Hence, for $K$ classes it has to estimate their means $\mu_k$ and covariance matrices $\Sigma_k$ for $1\leq k\leq K$.

To predict, it uses the Bayesian rule $\hat{y}  = \argmax_k g_k(\mathbf{x})$ where

$$\begin{aligned}
g_k(\mathbf{x}) &= \log \left[P(y=c_k) P(\mathbf{x}| y = c_k)\right] \\
        &= \log \pi_k - \log (|2\pi\Sigma_k|^{\frac{1}{2}}) - \frac{1}{2}(\mathbf{x} - \mu_k)^T \Sigma_k^{-1}(\mathbf{x} - \mu_k) \\
        &= \log \pi_k - \frac{1}{2}\left(\log|\Sigma_k|  + (\mathbf{x} - \mu_k)^T \Sigma_k^{-1}(\mathbf{x} - \mu_k)\right)  + const
\end{aligned}$$

#### LDA
LDA is a special case of QDA where we assume all covariance matrices constant accross classes.
This simplifies the corresponding discriminant functions to:

$$g_k(\mathbf{x}) = \log \pi_k + \mu_k^T \Sigma^{-1}\mathbf{x} - \frac{1}{2}\mu_k^T\Sigma^{-1}\mu_k$$

We can re-write $g_k(\mathbf{x}) = \theta_k^T \mathbf{x} + \theta_{k,0}$ using
- $\theta_k = \mu_k^T \Sigma^{-1}$
- $\theta_{k,0} = \log \pi_k + \frac{1}{2}\mu_k^T\Sigma^{-1}\mu_k$

These quantities correspond to the `coef_` and `_intercept` attributes of the object.


### QDA on `iris` data

In [None]:
from sklearn.discriminant_analysis import (
    QuadraticDiscriminantAnalysis,
    LinearDiscriminantAnalysis,
)
from sklearn.metrics import confusion_matrix

X = iris.data
y = iris.target

qda = QuadraticDiscriminantAnalysis().fit(X, y)
y_pred = qda.predict(X)
cm_qda = confusion_matrix(y, y_pred)
print(cm_qda)

lda = LinearDiscriminantAnalysis().fit(X, y)
y_pred = lda.predict(X)
cm_lda = confusion_matrix(y, y_pred)
print(cm_lda)

In [None]:
import matplotlib.pyplot as plt

# a little more appealing..

fig, axs = plt.subplots(1, 2, figsize=(10, 4))
sns.heatmap(cm_qda / np.sum(cm_qda), annot=True, fmt=".2%", cmap="Blues", ax=axs[0])
axs[0].set_title("QDA")
sns.heatmap(cm_lda / np.sum(cm_lda), annot=True, fmt=".2%", cmap="Reds", ax=axs[1])
axs[1].set_title("LDA");

### QDA/LDA/RDA by hand

In [None]:
# estimate priors, mean and covariances for each class

n_c = Counter(df["species"])  # nr of examples in each class
classes = list(n_c.keys())
n = sum(n_c.values())
d = len(iris.feature_names)

pi = {c: n_c[c] / n for c in classes}

mu = dict()  # to store means for each class
cov = dict()  # to store cov. matrices for each class
for c in classes:
    # get all examples from class c
    X_c = df.loc[df["species"] == c, iris.feature_names].to_numpy()
    mu[c] = np.mean(X_c, axis=0)
    cov[c] = np.cov(X_c, bias=False, rowvar=False)  # sample covariance matrix

for c in classes:
    print()
    print(f"class {c}:")
    print(f"\tprior: {pi[c]:.2f}")
    print(f"\tsample mean: {mu[c]}")
    print(f"\tsample cov matrix: {cov[c]}")
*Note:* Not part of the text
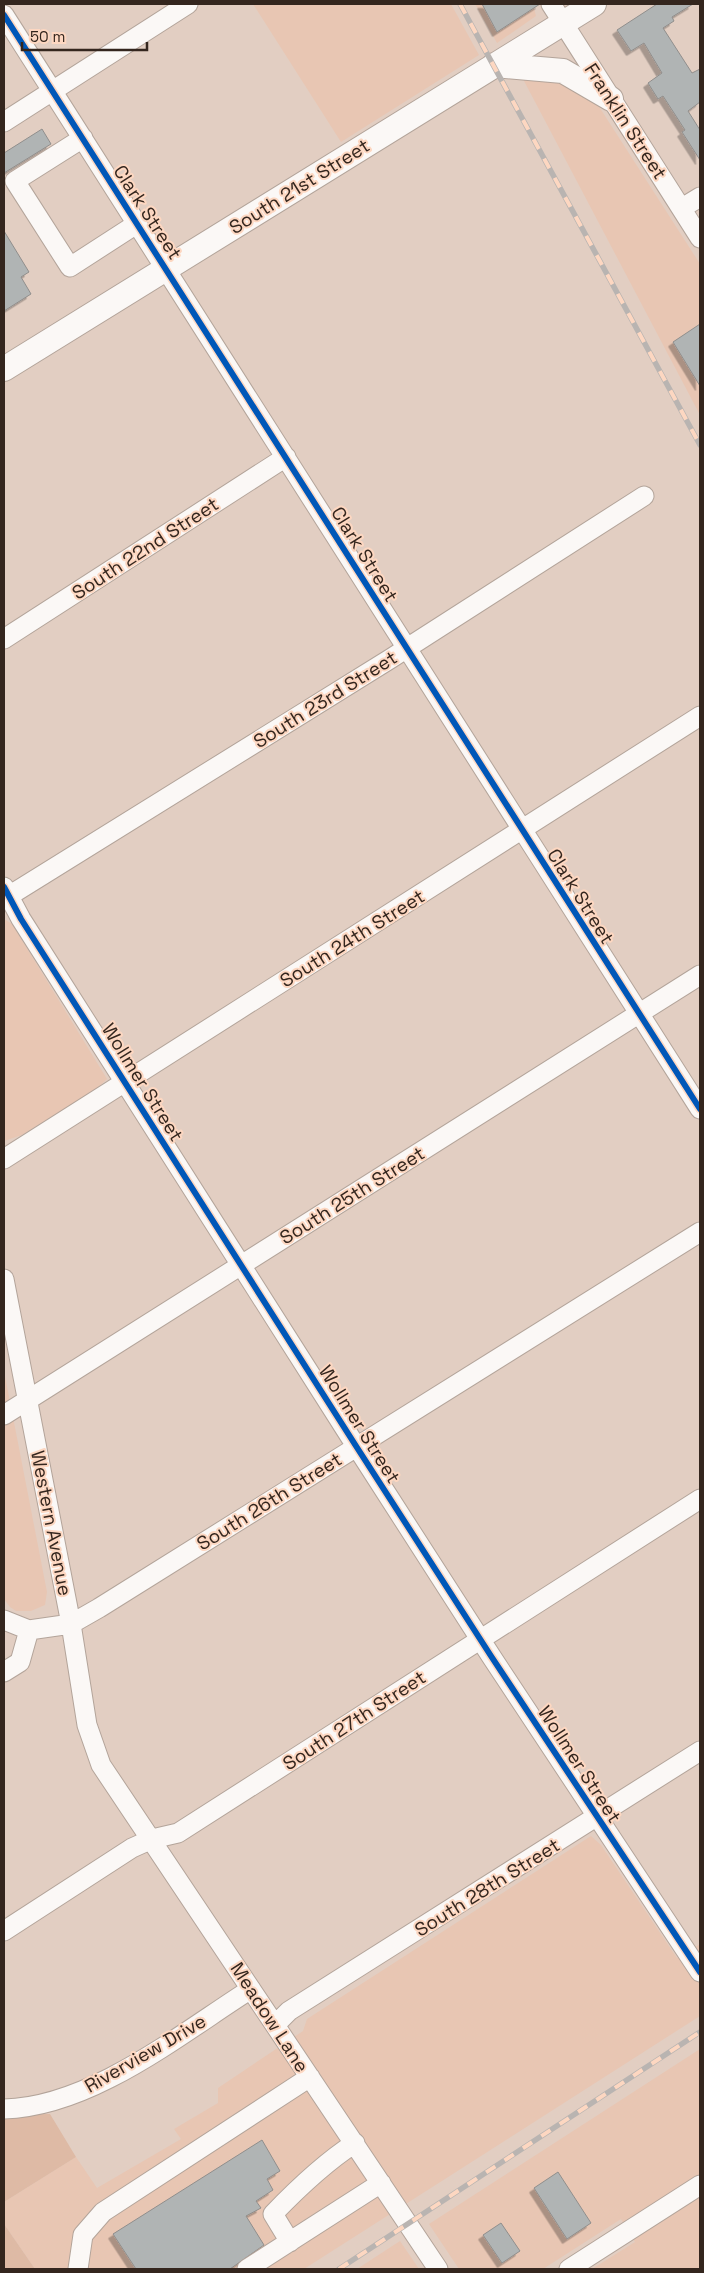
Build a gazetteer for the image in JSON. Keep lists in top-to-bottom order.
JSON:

### estimate sample cov matrix for LDA 

$$\hat{\Sigma} = \frac{1}{n-K}\sum_{k=1}^K (n_k -1)\hat{\Sigma}_k$$

In [None]:
lda_cov = np.zeros((d, d))
for c in classes:
    lda_cov += cov[c] * (n_c[c] - 1)
lda_cov /= n - len(classes)
print(lda_cov)

In [None]:
import scipy.stats

# make prediction for QDA using $y_pred = argmax_k g_k(x)$

x = (mu["versicolor"] + mu["virginica"]) / 2

g = dict()
for c in classes:
    g[c] = np.log(pi[c]) + scipy.stats.multivariate_normal.logpdf(
        x, mean=mu[c], cov=cov[c]
    )
print(f"predictions for QDA: {Counter(g).most_common()}")

for c in classes:
    g[c] = np.log(pi[c]) + scipy.stats.multivariate_normal.logpdf(
        x, mean=mu[c], cov=lda_cov
    )
print(f"predictions for LDA: {Counter(g).most_common()}")

In [None]:
# show location of query point x

xy = pca.transform(x.reshape(1, -1))
ax = sns.scatterplot(x=coords[:, 0], y=coords[:, 1], c=iris.target, legend="auto")
sns.scatterplot(x=xy[:, 0], y=xy[:, 1], c=["black"], s=100, ax=ax, marker="x");

__Exercise:__ Implement _Gaussian NB_  classifier and compute predictions on previous $x$